British election will ultimately affect SA

The UK is one of the largest sources of foreign direct investment to South Africa.


The British public go to the polls today with Conservative Prime Minister Theresa May under fire on several fronts.

The confident majority she held in the public opinion surveys since she called for a snap election on April 18 has been steadily eroding.

May, who has never fought a general election as leader of the party – having taken over in July last year following the resignation of her predecessor David Cameron in June 2016 – is still tipped to win by most pundits, but it is increasingly looking like a close-run thing.

Labour’s bumbling leader Jeremy Corbyn has – many say despite his left-wing outbursts – steadily attracted the growing endorsement of younger voters who have been all but frozen out of the housing market.

The debate over Brexit has also heated up considerably since 51.98% of the electorate voted to leave the European Union in last June’s referendum – most notably among the Scottish Nationalists under firebrand leader Nicola Sturgeon, who has used the Brexit vote to try to engineer another referendum on a Scottish breakaway from Westminster rule.

With the South African economy officially adrift in a recession and our currency wallowing in the limbo of non-investment status, whatever rocks the boat in the United Kingdom causes wavelike effects here.

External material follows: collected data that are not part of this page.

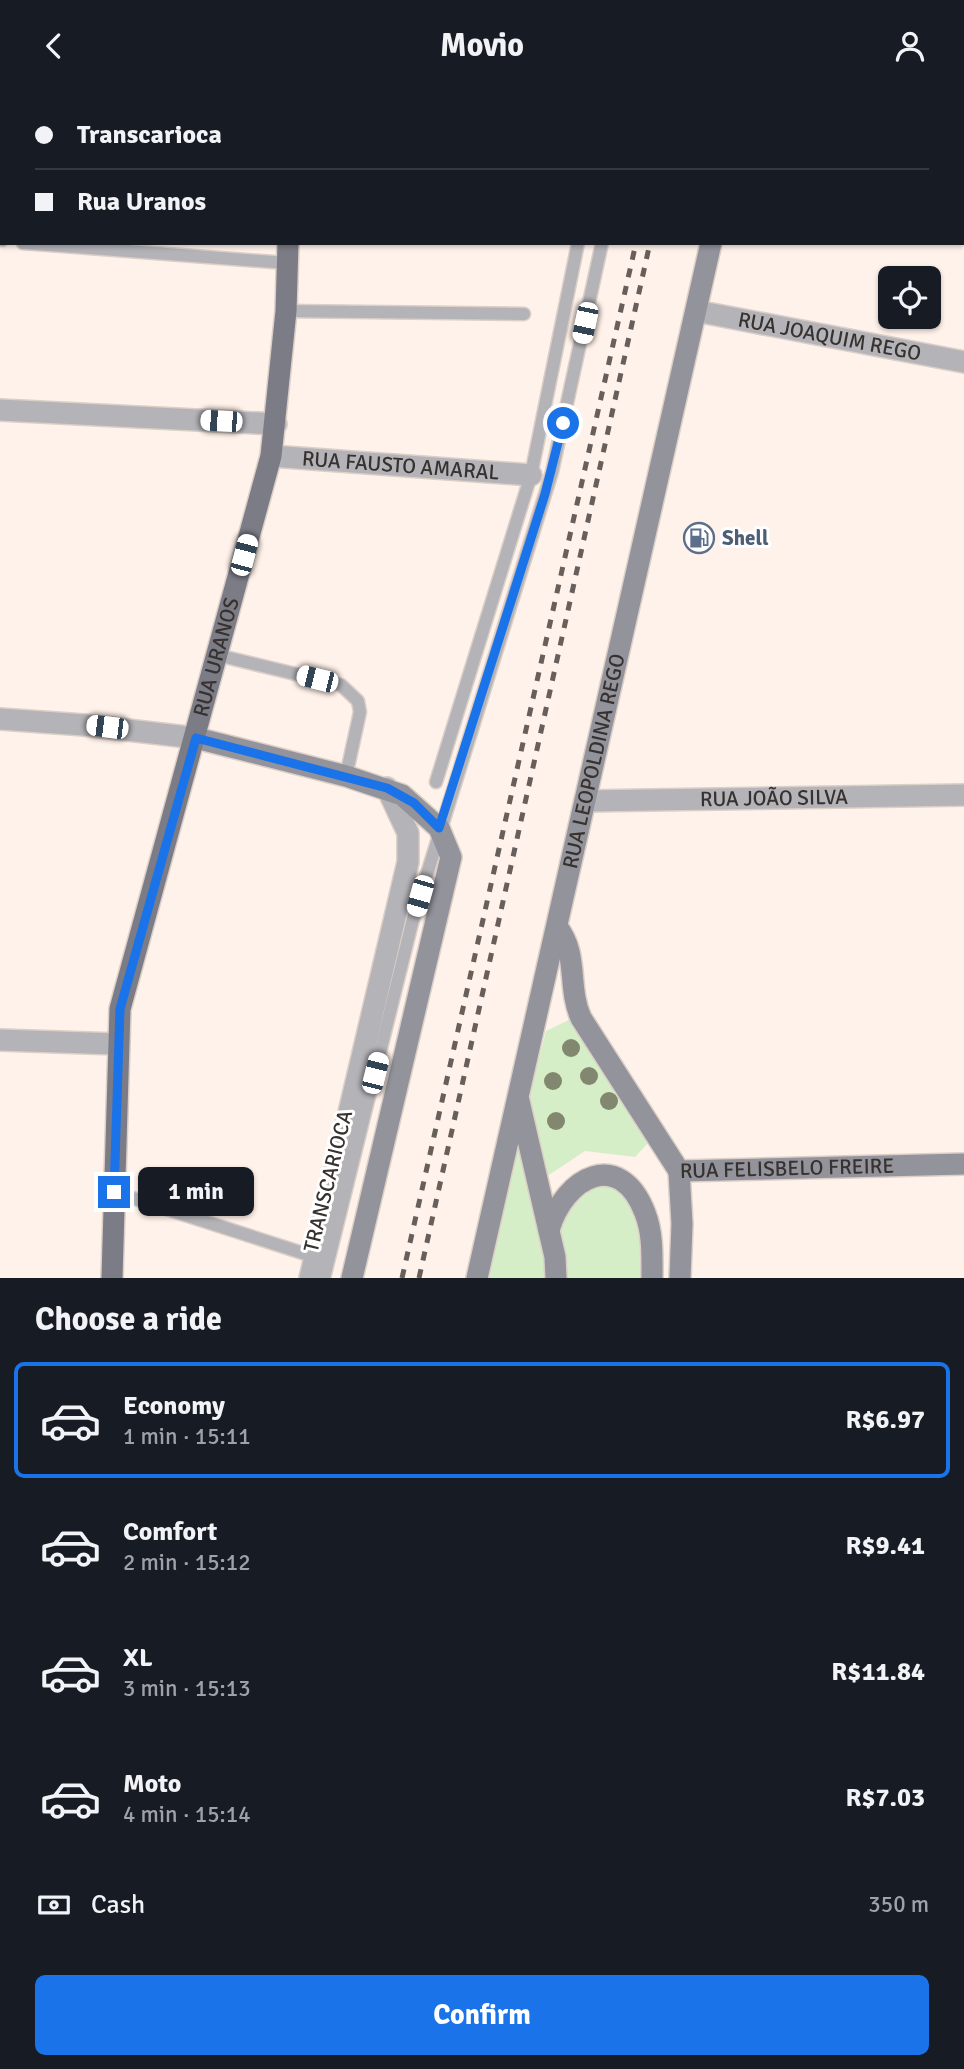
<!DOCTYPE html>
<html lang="en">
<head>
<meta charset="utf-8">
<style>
	body { margin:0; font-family:Signika,sans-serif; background:#20242c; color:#f1f3f6; height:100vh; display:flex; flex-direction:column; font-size:26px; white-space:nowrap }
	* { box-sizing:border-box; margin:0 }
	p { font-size:23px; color:#9ea1a6 }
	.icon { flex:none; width:38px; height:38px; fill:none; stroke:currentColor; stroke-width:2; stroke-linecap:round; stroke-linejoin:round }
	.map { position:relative; height:1187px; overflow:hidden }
	.sheet { display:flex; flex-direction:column; background:#171b24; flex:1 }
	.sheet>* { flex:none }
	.banner { position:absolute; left:0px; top:0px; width:964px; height:154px; box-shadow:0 2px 5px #0004; display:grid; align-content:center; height:154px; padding:0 35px; background:#171b24 }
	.controls { position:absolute; left:878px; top:175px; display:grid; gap:14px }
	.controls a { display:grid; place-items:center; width:63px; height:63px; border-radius:10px; background:#171b24; box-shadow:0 2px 5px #0004; font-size:35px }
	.end { position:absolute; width:32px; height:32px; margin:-16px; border:9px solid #1a73e8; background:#fff; box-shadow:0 0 0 4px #fff }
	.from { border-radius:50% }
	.bubble { position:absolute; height:49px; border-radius:10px; background:#171b24; box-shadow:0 2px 5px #0004; font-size:23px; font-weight:700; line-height:49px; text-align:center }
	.car { position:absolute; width:21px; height:42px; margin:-21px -10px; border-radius:9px; box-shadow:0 0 5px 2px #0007; background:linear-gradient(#fff 24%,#345 0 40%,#fff 0 76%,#345 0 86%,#fff 0) }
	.banner b { display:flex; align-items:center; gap:24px; height:66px; font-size:26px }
	.banner b+b { border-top:2px solid #363941 }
	.banner i { width:18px; height:18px; background:#f1f3f6 }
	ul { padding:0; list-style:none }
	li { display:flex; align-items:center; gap:21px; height:116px; margin:0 14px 10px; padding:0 21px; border:4px solid transparent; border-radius:10px }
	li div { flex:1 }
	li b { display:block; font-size:26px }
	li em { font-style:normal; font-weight:700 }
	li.current { border-color:#1a73e8 }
	li>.icon { width:63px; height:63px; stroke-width:1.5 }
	h2 { padding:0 35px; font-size:32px; line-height:84px }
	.pay { display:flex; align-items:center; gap:18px; height:77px; padding:0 35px; font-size:26px }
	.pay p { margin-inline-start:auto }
	.button { display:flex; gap:14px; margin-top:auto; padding:14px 35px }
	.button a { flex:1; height:80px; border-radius:10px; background:#1a73e8; color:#fff; font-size:28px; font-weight:700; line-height:80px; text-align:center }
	header { display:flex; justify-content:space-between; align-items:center; height:91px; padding:0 35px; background:#171b24; font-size:32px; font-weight:700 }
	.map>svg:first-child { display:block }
</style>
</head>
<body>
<header><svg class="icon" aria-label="back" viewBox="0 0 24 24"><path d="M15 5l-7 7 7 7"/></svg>Movio<svg class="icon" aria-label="person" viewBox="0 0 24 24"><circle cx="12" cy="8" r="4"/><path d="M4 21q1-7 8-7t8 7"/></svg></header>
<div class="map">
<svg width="964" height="1187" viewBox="0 0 964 1187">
	<rect width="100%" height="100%" fill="#fff2ea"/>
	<path fill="#d6eec7" d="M571,928L649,1051L635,1066L585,1060L543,1088L528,1010L546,940Z
		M518,1004L548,1137L597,1078L645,1125L653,1187H477Z"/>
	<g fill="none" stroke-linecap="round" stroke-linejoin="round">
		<g stroke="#dbcfc8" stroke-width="15">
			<path id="lane" d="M610,2L611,0
				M635,2V0
				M0,149H2
				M23,152L287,172
				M286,220L524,223
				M217,564L341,594L358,610L360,621L346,685
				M436,691L531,384L578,152
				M114,1101L315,1166
				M324,1187L413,828L552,381L602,152"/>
		</g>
		<g stroke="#dbcfc8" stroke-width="24">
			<g id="street">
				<path id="s1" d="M696,220L964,271"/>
				<path d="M0,319L276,333"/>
				<path id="s2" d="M271,365L531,384"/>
				<path d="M0,628L84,634L196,647"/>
				<path id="s3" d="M585,710L964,704"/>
				<path d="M0,949L117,953"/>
				<path d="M310,1187L408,771V742L387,697"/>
			</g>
		</g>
		<g stroke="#dbcfc8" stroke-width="24">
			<g id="secondary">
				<path d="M745,2V0"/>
				<path d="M196,647L346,685L402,704L439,737L451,766L352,1187"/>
				<path id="s4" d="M557,836C579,863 567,896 581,927L679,1080L964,1073"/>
				<path d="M519,1010L555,1166L556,1187"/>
				<path d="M679,1080L682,1133L680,1187"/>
				<path d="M549,1139C564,1086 620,1056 645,1122C653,1142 652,1165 652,1187"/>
				<path id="s5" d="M477,1187L711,152"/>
			</g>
		</g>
		<g stroke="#dbcfc8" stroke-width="24">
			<g id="primary">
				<path d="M291,2V0"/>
				<path id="s6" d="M112,1187L120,918L271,365L286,220L288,152"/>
			</g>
		</g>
		<use href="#lane" stroke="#b3b3b8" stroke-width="12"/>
		<use href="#street" stroke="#b3b3b8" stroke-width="21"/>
		<use href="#secondary" stroke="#92939b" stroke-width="21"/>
		<use href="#primary" stroke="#7b7c86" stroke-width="21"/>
		<path stroke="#665f5b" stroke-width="5" stroke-dasharray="9 9" stroke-linecap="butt" d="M670,2L671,0
			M684,2L685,0
			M402,1187L636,152
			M419,1187L650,152"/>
	</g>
	<g fill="#82886f">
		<circle cx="571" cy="957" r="9"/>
		<circle cx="589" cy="985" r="9"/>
		<circle cx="553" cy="990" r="9"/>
		<circle cx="609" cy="1010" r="9"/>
		<circle cx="556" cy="1030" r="9"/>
	</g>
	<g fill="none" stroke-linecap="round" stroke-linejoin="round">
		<path stroke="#1a73e8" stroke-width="9" d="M114,1101L120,918L196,647L387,697L414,712L439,737L545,403L563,332"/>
	</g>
	<defs>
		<g id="fuel-ring" transform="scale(1.575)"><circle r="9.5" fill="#fff" stroke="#5c6f8a" stroke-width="1.5"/><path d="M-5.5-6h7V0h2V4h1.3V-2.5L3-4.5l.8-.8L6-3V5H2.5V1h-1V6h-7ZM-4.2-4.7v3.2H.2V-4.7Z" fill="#5c6f8a"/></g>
	</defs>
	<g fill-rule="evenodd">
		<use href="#fuel-ring" x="699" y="447"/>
	</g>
	<g text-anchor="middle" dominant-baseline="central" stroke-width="6" stroke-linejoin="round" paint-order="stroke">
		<g font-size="21" fill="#37322f" stroke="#fff">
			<text stroke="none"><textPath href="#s1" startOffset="136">RUA JOAQUIM REGO</textPath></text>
			<text stroke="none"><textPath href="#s2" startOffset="130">RUA FAUSTO AMARAL</textPath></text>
			<text stroke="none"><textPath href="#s6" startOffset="634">RUA URANOS</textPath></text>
			<text stroke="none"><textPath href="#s5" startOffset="530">RUA LEOPOLDINA REGO</textPath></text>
			<text stroke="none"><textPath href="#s3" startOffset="189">RUA JOÃO SILVA</textPath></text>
			<text stroke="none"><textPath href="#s4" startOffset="385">RUA FELISBELO FREIRE</textPath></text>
			<text transform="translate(328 1090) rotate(-76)">TRANSCARIOCA</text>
		</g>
		<g font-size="21" font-weight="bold" fill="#4e5e75" stroke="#fff" text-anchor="start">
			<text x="722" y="447">Shell</text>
		</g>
	</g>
</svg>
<div class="controls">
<a><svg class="icon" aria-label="locate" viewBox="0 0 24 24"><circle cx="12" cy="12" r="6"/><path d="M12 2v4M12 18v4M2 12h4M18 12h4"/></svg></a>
</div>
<i class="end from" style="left:563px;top:332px"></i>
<i class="end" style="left:114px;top:1101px"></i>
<div class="bubble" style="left:138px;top:1076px;width:116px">1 min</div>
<i class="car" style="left:585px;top:232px;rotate:192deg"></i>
<i class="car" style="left:221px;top:330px;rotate:273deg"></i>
<i class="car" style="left:244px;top:464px;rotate:15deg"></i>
<i class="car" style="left:317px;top:588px;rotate:284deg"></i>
<i class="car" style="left:107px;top:636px;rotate:277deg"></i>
<i class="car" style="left:420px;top:805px;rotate:196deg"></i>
<i class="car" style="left:375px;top:982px;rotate:14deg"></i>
<div class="banner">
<b><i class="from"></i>Transcarioca</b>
<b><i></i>Rua Uranos</b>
</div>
</div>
<section class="sheet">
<h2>Choose a ride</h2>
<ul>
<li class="current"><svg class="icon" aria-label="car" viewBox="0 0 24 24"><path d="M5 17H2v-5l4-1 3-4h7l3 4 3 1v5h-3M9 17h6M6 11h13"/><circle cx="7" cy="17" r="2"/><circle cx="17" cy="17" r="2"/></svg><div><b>Economy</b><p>1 min · 15:11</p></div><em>R$6.97</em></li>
<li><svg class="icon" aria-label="car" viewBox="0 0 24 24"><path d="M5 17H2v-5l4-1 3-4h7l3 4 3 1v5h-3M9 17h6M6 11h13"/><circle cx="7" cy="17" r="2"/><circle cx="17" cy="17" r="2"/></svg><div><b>Comfort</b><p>2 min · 15:12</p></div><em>R$9.41</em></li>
<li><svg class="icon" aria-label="car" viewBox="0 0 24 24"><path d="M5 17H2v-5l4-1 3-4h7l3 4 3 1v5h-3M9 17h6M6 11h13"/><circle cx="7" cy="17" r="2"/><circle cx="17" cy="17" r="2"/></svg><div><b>XL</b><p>3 min · 15:13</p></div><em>R$11.84</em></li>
<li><svg class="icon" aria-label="car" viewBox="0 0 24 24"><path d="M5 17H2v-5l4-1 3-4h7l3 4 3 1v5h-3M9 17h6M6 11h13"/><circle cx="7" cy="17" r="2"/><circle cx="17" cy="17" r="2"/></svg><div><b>Moto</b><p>4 min · 15:14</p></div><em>R$7.03</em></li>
</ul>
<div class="pay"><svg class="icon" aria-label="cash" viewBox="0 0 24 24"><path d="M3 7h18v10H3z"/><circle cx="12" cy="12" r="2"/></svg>Cash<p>350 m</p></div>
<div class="button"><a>Confirm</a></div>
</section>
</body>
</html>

The UK is one of the largest sources of foreign direct investment to South Africa.

From 2003 to April 2013, total capital investment of R96.77 billion was recorded, creating 32 271 jobs.

In our circumstances – and the assertions from the ratings agency that the downgrades were due largely to “political instability” – that seems unlikely to be repeated, especially in the light of this country having to broker its own deals in Britain post-Brexit.

Whatever happens at the British polls is certain to concern us in the long term.